Keputusan DPP PDIP memecat Harun Masiku dari keanggotaan partai seolah telah memberi pesan kepada publik bahwa kasus ini hanya akan berkutat antara Harun sebagai eks-caleg PDIP dan Wahyu sebagai eks-Komisioner KPU. Tidak akan menyeret tokoh penting PDIP lainnya. Hampir pasti, Harun akan "dikorbankan".
Omong kosong para vokalis PDIP yang menyebut Harun Masiku (kemungkinan) menjadi korban pemerasan hanyalah upaya penggiringan opini, juga menggiring KPK agar 'hanya' berkonsentrasi terhadap empat tersangka sebagai pemberi dan penerima suap atas nama pribadi-pribadi.
Ketika gagal melakukan penggeledahan ruangan DPP PDIP, KPK sudah pasti akan gagal pula menemukan korelasi Hasto dengan tersangka lainnya.
Menurut hemat saya, langkah PDIP membentuk tim hukum, yang di dalamnya ada petugas partai bernama Yasonna Laoly (yang lupa bahwa dirinya adalah seorang Menteri) bukan dalam rangka menegakkan keadilan atas proses hukum yang dilakukan KPK terhadap kader PDIP, Harun Masiku.

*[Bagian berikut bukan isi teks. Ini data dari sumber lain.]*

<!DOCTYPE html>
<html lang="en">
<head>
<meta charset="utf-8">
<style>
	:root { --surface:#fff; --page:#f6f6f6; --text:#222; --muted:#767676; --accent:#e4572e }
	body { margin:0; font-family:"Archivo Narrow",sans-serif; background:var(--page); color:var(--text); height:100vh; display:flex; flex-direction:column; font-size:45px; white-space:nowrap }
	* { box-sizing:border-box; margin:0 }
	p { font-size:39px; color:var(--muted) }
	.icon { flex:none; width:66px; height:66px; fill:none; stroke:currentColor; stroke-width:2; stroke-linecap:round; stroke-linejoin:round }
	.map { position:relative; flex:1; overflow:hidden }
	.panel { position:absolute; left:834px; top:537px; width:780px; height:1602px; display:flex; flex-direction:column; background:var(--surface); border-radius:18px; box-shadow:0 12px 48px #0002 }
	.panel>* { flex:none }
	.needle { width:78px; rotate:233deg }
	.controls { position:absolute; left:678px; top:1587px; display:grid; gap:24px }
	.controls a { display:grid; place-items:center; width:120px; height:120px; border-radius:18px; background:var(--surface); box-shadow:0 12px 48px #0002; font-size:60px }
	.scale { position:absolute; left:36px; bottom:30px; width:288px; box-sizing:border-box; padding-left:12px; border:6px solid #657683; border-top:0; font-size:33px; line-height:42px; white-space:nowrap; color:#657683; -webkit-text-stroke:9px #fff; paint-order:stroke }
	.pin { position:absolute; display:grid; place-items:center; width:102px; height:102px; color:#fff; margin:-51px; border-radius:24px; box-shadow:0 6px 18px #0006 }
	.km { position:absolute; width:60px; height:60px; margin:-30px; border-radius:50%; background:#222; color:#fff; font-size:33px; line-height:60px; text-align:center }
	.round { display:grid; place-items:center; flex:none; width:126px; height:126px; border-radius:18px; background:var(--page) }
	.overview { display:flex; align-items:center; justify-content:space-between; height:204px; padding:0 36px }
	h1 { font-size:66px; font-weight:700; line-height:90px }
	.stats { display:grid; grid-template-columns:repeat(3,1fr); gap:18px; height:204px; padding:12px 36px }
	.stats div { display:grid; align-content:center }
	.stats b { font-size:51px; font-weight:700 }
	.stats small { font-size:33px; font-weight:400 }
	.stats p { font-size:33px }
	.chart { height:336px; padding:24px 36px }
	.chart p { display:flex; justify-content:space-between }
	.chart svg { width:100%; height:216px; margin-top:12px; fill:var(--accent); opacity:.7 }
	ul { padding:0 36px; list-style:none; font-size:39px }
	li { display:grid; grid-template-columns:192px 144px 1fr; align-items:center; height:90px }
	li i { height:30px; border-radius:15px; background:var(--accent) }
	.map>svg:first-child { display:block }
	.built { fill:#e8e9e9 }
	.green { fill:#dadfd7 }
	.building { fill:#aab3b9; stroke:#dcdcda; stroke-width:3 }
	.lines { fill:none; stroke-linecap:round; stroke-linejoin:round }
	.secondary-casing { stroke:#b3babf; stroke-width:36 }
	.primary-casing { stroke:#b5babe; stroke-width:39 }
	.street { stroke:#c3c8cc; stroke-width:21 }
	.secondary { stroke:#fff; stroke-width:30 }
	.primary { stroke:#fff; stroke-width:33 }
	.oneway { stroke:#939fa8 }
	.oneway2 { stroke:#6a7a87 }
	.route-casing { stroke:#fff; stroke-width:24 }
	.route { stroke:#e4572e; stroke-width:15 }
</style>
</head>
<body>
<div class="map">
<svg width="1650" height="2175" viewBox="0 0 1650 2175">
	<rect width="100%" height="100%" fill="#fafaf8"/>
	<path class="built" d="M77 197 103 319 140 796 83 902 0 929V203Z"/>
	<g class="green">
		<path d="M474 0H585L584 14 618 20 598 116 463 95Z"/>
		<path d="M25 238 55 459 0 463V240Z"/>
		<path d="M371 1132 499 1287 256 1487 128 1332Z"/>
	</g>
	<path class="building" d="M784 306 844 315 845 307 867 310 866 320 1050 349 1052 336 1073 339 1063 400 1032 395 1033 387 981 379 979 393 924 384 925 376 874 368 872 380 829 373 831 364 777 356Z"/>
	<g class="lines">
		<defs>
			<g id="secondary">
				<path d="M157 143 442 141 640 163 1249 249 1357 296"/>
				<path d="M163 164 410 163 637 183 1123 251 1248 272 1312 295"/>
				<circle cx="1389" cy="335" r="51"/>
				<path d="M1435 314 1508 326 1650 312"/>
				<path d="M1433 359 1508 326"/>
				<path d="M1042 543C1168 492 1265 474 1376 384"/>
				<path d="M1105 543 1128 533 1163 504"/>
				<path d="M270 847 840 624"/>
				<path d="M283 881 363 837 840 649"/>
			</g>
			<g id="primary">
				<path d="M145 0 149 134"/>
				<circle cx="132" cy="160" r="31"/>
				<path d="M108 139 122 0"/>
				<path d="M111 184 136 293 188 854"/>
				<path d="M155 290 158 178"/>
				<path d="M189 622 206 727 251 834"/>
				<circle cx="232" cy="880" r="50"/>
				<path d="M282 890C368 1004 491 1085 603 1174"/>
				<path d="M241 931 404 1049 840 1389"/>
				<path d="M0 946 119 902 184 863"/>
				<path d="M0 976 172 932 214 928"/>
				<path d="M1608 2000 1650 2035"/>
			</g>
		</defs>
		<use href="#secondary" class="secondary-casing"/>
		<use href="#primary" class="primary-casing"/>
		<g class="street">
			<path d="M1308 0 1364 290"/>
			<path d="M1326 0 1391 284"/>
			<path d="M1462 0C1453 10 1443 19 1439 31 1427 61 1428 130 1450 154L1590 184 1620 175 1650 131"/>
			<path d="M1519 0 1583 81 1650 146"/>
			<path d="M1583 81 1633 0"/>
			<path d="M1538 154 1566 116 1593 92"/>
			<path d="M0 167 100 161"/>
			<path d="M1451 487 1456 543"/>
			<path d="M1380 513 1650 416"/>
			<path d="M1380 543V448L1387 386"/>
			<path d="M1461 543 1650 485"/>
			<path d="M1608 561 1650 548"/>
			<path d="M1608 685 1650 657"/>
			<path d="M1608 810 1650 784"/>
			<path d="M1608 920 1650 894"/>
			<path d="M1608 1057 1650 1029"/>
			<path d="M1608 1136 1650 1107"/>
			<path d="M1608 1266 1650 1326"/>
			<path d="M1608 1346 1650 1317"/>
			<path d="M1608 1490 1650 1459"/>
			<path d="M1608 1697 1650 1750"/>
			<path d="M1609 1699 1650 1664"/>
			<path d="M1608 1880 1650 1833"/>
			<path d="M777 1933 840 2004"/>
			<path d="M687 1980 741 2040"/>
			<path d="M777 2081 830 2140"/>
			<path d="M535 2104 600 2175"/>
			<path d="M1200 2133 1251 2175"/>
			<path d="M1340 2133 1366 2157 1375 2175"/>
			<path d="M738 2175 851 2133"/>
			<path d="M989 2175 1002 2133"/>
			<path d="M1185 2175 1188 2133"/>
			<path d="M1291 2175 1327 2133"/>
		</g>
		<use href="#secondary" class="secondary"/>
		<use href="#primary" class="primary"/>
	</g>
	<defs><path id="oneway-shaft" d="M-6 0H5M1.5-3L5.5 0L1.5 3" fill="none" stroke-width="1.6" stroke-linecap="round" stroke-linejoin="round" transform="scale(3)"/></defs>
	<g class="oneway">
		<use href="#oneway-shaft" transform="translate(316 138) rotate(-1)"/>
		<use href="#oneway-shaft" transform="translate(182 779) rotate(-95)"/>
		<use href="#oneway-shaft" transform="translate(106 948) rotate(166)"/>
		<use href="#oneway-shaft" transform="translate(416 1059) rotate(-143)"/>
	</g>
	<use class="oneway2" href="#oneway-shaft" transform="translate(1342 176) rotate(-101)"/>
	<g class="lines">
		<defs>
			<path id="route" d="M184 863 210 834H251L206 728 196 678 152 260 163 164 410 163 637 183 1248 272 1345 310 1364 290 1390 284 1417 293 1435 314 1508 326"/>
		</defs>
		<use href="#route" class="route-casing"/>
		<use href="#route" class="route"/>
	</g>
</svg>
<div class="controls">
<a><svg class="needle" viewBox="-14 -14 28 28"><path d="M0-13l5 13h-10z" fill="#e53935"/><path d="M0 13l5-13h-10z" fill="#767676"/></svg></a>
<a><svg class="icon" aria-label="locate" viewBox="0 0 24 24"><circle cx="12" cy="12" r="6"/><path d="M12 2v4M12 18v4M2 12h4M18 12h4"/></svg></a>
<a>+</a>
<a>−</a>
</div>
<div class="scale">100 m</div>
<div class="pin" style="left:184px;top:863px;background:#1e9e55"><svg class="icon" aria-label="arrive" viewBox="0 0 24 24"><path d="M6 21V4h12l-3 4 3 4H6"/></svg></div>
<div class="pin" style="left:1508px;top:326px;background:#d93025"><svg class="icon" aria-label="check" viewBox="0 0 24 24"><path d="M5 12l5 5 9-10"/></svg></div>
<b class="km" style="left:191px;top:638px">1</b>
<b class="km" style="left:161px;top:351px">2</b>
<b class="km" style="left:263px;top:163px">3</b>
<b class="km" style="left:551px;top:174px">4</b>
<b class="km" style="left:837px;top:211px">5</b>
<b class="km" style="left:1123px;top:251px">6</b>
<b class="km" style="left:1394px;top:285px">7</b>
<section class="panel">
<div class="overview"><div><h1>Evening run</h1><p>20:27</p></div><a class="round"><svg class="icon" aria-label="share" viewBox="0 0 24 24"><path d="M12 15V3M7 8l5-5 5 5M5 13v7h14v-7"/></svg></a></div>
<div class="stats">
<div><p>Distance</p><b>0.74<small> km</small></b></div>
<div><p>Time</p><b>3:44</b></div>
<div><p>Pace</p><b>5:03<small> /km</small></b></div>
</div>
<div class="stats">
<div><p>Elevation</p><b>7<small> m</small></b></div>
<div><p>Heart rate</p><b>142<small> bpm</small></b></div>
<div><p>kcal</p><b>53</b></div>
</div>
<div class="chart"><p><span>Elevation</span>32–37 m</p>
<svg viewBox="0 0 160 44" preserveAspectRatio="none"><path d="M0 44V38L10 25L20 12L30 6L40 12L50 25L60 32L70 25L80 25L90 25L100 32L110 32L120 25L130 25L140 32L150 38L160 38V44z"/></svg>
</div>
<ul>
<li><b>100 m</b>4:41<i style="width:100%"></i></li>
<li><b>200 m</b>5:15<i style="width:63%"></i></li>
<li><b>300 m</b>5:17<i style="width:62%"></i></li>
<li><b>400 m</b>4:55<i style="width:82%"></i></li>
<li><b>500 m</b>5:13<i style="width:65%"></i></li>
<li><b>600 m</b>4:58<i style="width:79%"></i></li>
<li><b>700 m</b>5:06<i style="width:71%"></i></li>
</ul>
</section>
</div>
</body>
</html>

Sudah jelas, agenda besar PDIP hingga Yasonna turun tangan membentuk tim hukum untuk 'menyerang balik' KPK adalah untuk mengamankan Hasto.
Meski menjadi tersangka dan mungkin saja (jika tertangkap) akan menjadi terdakwa, seorang Harun Masiku tidak akan mempengaruhi elektabilitas PDIP untuk ke depannya. Di mata publik, Harun Masiku tidak dikenal dan tidak terkenal.
Lain halnya dengan Hasto Kristiyanto. Sebagai orang kepercayaan Megawati yang menduduki posisi Sekjend selama dua periode secara berturut-turut, nama Hasto tentu akan berpengaruh terhadap kredibilitas dan nama baik PDIP yang tentunya juga akan berpengaruh pula terhadap elektabilitas partai.
Oleh karena itu, kepanikan PDIP dalam menyikapi kasus ini menjadi bisa terbaca bahwa sesungguhnya,  langkah PDIP membentuk tim hukum tidaklah hanya sekadar membela diri karena ada eks caleg-nya yang terlibat, tetapi ada hal yang jauh lebih penting yaitu  agar Hasto tidak 'tersentuh'.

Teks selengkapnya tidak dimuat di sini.